Cellulite describes dimpling of skin, caused by the protrusion of subcutaneous fat into the dermis creating an undulating dermal-subcutaneous fat junction adipose tissue. The term cellulite originated in France more than 150 years ago and began appearing in English language publications in the late 1960s, the earliest reference in Vogue magazine.
Between 85% and 98% of post-pubescent females display some degree of cellulite. It is prevalent in women of all races but is more common in Caucasian females than in Asian females. There appears to be a hormonal component to its presentation. It is rarely seen in males.
While harmless, the dimpled appearance is a cause of concern for some people. The cosmetics industry claims to offer many remedies. There are no supplements that have been approved as effective for reducing cellulite. Liposuction, which extracts fat from under the skin, is not effective for cellulite reduction. Dieting does not get rid of the dimpled appearance, but balanced eating, drinking and exercising may help.

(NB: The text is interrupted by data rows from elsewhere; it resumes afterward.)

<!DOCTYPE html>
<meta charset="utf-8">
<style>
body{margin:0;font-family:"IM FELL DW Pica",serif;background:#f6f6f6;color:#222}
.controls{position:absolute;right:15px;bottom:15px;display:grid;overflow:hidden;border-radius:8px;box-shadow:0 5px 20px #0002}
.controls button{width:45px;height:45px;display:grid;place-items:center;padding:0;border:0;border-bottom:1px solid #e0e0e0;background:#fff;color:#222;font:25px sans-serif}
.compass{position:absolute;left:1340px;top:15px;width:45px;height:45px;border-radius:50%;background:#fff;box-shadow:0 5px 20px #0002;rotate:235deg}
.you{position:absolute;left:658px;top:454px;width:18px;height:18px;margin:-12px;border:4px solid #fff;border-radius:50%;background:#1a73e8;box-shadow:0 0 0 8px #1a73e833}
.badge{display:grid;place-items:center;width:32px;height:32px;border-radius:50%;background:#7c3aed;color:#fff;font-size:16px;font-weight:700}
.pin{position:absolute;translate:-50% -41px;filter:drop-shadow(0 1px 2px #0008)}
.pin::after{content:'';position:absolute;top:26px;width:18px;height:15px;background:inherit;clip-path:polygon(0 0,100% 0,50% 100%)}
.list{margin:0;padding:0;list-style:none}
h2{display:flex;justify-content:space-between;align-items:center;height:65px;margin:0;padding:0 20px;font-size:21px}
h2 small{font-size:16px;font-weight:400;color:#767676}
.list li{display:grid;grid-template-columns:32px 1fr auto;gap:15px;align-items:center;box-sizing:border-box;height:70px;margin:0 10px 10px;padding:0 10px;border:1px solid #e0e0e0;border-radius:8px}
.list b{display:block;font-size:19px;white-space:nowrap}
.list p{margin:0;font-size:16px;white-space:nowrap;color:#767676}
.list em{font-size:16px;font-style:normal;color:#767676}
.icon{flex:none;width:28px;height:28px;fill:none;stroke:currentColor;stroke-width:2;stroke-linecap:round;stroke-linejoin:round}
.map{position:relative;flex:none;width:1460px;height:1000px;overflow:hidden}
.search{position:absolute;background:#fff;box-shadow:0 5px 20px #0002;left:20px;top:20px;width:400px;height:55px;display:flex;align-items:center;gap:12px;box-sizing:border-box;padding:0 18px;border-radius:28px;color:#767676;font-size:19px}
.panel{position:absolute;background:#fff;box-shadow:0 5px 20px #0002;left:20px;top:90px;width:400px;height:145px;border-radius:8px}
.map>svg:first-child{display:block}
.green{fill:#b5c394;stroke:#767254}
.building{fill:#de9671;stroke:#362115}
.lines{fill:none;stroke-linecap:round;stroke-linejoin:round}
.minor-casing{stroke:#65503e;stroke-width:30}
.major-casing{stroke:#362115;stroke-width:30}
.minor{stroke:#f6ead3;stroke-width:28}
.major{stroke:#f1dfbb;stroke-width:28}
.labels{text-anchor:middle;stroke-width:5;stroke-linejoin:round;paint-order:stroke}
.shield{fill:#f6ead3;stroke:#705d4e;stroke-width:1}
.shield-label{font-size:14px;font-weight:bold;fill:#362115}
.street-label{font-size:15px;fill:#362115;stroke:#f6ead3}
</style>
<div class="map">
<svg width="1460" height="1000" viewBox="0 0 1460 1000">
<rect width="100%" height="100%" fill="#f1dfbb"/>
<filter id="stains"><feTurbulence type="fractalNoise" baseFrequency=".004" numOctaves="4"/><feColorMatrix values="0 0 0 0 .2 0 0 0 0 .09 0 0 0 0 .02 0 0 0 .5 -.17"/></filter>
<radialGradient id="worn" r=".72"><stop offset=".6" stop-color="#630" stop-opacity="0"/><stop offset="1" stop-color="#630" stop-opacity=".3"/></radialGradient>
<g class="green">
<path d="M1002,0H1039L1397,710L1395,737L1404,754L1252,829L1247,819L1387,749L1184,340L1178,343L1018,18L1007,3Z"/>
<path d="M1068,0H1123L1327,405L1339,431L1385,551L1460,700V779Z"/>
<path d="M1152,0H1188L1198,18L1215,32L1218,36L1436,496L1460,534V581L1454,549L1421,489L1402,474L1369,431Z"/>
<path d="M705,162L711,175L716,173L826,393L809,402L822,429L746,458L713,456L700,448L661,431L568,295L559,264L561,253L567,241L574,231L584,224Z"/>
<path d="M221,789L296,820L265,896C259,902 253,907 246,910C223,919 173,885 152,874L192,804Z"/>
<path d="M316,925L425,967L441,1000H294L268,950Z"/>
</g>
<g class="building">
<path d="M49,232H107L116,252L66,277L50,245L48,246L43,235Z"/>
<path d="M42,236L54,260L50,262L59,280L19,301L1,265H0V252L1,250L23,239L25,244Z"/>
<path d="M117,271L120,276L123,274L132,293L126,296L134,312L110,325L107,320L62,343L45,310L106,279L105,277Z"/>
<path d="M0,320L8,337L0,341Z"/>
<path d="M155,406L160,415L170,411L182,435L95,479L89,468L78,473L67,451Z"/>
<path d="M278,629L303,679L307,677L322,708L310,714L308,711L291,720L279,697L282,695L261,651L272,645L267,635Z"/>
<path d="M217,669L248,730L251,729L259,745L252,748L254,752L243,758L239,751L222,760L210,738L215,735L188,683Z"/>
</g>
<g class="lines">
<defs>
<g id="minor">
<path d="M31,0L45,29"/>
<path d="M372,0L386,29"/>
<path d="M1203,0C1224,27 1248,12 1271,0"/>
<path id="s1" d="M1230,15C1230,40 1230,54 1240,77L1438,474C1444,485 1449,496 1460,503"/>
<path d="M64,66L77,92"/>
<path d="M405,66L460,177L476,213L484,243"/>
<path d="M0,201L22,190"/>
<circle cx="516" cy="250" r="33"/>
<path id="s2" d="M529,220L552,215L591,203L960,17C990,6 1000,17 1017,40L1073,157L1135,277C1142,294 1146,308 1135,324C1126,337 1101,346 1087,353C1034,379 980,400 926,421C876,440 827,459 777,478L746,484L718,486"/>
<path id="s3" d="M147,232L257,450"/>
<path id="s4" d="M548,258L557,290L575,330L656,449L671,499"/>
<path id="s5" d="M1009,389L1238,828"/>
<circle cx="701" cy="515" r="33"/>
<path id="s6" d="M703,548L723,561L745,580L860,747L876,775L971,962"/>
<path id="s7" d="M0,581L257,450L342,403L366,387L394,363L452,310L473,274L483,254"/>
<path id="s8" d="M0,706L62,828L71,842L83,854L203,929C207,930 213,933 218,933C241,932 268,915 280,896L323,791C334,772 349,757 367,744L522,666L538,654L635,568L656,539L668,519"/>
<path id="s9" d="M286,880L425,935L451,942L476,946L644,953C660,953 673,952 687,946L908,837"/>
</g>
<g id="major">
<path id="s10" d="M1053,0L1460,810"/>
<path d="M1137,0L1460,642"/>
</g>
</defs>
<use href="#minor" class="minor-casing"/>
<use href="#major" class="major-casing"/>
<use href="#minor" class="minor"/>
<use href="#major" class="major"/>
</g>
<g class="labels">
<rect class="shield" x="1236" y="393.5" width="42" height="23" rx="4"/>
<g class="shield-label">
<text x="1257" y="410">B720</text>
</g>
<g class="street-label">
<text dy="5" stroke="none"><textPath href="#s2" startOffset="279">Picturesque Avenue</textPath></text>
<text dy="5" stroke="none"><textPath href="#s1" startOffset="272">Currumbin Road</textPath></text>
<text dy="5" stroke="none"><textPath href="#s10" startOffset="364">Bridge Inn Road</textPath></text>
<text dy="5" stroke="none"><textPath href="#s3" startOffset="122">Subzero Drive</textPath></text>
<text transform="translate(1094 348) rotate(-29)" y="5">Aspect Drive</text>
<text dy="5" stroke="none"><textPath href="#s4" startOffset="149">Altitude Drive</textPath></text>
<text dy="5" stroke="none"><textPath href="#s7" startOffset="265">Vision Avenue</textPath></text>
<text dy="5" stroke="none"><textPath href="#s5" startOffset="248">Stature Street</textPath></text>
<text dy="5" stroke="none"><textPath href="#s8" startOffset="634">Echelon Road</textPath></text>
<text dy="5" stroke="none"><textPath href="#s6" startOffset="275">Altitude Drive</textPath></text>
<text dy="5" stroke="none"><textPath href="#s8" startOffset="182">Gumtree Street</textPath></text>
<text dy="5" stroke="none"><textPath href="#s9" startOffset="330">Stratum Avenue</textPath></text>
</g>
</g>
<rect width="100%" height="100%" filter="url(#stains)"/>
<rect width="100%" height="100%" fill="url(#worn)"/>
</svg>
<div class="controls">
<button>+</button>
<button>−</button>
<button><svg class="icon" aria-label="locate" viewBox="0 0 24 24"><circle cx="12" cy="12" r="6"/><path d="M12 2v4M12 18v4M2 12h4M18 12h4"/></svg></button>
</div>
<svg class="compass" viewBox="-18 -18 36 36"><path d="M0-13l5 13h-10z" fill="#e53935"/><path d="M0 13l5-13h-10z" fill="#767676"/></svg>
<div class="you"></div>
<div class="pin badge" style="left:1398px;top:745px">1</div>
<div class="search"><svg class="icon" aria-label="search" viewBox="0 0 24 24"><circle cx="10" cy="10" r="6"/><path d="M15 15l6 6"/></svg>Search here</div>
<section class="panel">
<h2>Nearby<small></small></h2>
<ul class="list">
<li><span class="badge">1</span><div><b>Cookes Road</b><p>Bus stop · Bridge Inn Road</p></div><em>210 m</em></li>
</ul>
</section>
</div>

Cellulite has been found to be indistinguishable from ordinary fat in every medical and scientific test. It is not proven whether any cosmetic lotion, massager or pills can reduce/increase cellulite versus ordinary fat. The only known way to reduce cellulite is to reduce overall body fat by altering diet or exercise.
The cause of cellulite is not yet specifically known. But, some theories lead to stress, and eating habits as some of the major causes. Some foods considered as cellulite culprits are wheat found in pasta and white bread, foods rich in trans fats.
Massaging affected areas help reduce cellulite. As cellulite is subcutaneous fat, the lack of blood vessels makes it hard to metabolize. Thus, cellulite affected areas are usually apllied with pressure to improve circulation.